Items from a dataset:
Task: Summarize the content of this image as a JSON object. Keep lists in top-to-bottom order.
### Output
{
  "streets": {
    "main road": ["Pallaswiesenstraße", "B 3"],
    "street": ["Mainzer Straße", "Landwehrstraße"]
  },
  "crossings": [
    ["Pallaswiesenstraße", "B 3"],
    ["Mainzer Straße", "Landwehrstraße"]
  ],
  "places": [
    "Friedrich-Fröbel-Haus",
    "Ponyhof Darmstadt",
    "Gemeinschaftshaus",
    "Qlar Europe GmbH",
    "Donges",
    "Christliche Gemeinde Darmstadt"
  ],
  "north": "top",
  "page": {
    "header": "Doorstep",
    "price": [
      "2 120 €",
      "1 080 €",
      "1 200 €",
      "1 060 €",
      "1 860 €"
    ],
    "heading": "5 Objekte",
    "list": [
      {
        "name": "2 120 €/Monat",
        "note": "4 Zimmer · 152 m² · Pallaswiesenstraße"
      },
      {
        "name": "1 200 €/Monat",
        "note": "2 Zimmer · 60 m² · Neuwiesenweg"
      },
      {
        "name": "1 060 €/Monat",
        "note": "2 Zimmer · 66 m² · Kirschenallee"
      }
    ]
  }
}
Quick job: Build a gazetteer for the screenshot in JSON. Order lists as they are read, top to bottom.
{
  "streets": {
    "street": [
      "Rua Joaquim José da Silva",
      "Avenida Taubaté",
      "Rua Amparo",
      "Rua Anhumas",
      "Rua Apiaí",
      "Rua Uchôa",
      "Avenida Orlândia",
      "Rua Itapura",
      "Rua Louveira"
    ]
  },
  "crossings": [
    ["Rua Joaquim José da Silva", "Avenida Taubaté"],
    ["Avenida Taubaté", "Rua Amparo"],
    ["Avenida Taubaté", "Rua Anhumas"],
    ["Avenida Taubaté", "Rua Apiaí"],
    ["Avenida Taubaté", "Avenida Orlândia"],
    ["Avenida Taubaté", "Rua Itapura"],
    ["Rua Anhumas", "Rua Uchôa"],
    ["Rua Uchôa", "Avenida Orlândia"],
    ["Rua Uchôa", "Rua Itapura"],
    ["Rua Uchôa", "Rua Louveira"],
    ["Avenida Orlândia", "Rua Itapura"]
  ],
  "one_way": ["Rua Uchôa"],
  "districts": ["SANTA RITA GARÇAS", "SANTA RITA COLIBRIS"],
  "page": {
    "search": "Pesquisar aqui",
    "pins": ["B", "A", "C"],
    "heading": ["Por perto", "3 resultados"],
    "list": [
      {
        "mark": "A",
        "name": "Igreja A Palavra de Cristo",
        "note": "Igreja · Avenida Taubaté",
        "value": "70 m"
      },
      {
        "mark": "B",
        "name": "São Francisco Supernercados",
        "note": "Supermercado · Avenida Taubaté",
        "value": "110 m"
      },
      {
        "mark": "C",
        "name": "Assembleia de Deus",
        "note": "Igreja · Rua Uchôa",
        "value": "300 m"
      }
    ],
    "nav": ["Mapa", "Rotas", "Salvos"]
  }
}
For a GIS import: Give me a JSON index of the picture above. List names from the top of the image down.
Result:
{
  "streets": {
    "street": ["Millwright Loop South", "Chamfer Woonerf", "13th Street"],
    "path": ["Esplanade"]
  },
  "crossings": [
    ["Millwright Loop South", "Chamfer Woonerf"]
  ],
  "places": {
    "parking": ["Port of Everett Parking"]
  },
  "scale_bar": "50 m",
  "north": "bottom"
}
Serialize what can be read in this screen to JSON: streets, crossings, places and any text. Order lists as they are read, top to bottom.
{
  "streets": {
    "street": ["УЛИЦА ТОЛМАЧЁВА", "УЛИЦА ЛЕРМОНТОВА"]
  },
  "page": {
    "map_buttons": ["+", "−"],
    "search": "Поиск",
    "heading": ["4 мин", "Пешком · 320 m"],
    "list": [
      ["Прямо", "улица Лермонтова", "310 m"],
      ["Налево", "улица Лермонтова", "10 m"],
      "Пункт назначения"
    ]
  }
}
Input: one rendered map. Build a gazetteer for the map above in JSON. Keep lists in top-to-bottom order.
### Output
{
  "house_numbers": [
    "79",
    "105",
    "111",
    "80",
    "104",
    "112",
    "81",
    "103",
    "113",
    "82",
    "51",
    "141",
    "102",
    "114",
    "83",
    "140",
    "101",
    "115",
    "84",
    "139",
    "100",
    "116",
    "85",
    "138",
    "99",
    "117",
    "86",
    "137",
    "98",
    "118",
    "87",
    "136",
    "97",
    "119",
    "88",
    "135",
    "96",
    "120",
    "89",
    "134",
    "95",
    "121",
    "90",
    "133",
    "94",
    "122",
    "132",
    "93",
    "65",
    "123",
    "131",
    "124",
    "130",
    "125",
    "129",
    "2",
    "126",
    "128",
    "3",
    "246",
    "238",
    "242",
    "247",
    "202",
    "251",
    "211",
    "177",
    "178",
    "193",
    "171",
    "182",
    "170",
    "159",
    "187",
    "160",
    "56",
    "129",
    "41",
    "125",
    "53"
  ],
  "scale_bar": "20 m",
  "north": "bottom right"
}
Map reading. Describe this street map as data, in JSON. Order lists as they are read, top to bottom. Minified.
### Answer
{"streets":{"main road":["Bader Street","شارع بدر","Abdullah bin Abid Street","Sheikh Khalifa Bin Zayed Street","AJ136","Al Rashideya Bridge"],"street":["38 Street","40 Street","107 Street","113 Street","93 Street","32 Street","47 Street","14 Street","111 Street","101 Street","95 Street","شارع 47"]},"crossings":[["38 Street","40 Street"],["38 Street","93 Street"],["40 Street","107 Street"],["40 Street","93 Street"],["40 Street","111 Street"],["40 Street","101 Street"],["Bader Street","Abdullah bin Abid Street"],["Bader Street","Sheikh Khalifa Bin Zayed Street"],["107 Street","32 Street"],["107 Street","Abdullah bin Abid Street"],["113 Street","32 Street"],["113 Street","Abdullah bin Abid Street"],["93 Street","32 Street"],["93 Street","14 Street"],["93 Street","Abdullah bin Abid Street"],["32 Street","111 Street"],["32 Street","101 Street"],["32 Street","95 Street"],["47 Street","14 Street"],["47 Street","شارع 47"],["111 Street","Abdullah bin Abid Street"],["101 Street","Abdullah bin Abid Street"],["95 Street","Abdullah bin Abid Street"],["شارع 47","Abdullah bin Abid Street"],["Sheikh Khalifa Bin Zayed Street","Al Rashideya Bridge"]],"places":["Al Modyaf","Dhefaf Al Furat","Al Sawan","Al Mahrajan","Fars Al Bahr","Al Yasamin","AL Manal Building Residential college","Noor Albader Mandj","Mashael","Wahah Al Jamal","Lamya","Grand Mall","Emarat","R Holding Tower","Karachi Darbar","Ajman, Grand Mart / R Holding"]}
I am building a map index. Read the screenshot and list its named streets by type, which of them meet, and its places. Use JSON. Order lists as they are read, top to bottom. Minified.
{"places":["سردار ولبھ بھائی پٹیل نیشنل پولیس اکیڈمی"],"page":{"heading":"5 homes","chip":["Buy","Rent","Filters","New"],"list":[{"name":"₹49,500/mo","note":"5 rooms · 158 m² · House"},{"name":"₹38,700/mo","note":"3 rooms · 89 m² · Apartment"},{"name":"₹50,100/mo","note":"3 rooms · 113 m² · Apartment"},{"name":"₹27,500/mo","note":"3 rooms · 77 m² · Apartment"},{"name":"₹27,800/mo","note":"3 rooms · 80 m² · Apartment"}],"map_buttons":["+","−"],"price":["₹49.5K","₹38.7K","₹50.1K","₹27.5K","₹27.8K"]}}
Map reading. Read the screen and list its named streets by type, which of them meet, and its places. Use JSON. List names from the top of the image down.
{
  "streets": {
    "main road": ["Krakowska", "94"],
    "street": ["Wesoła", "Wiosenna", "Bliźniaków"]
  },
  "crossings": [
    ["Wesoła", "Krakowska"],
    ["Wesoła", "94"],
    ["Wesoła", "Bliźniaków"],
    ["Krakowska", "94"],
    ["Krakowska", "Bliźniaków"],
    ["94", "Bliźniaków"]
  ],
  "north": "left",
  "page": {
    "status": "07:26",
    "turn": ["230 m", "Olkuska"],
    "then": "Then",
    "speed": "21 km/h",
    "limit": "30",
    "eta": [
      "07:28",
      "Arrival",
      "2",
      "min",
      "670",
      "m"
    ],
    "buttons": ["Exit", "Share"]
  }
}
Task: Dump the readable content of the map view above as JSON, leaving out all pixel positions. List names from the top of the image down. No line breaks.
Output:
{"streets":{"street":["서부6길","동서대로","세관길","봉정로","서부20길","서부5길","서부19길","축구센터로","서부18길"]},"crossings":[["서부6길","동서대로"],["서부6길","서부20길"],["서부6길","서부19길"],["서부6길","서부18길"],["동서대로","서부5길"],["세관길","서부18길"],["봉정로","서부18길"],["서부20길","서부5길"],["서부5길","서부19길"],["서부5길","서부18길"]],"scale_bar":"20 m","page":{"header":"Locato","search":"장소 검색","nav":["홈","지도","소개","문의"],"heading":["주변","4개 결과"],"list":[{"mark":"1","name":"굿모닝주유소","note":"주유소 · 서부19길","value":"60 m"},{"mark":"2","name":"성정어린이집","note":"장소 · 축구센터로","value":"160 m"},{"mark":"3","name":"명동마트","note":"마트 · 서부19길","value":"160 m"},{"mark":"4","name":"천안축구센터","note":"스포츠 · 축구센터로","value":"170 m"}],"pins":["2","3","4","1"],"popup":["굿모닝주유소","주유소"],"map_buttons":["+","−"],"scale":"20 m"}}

Problem requirements: Locate the word "Krakowska" in the data above. Copy every line carrying it.

Written response:
    "main road": ["Krakowska", "94"],
    ["Wesoła", "Krakowska"],
    ["Krakowska", "94"],
    ["Krakowska", "Bliźniaków"],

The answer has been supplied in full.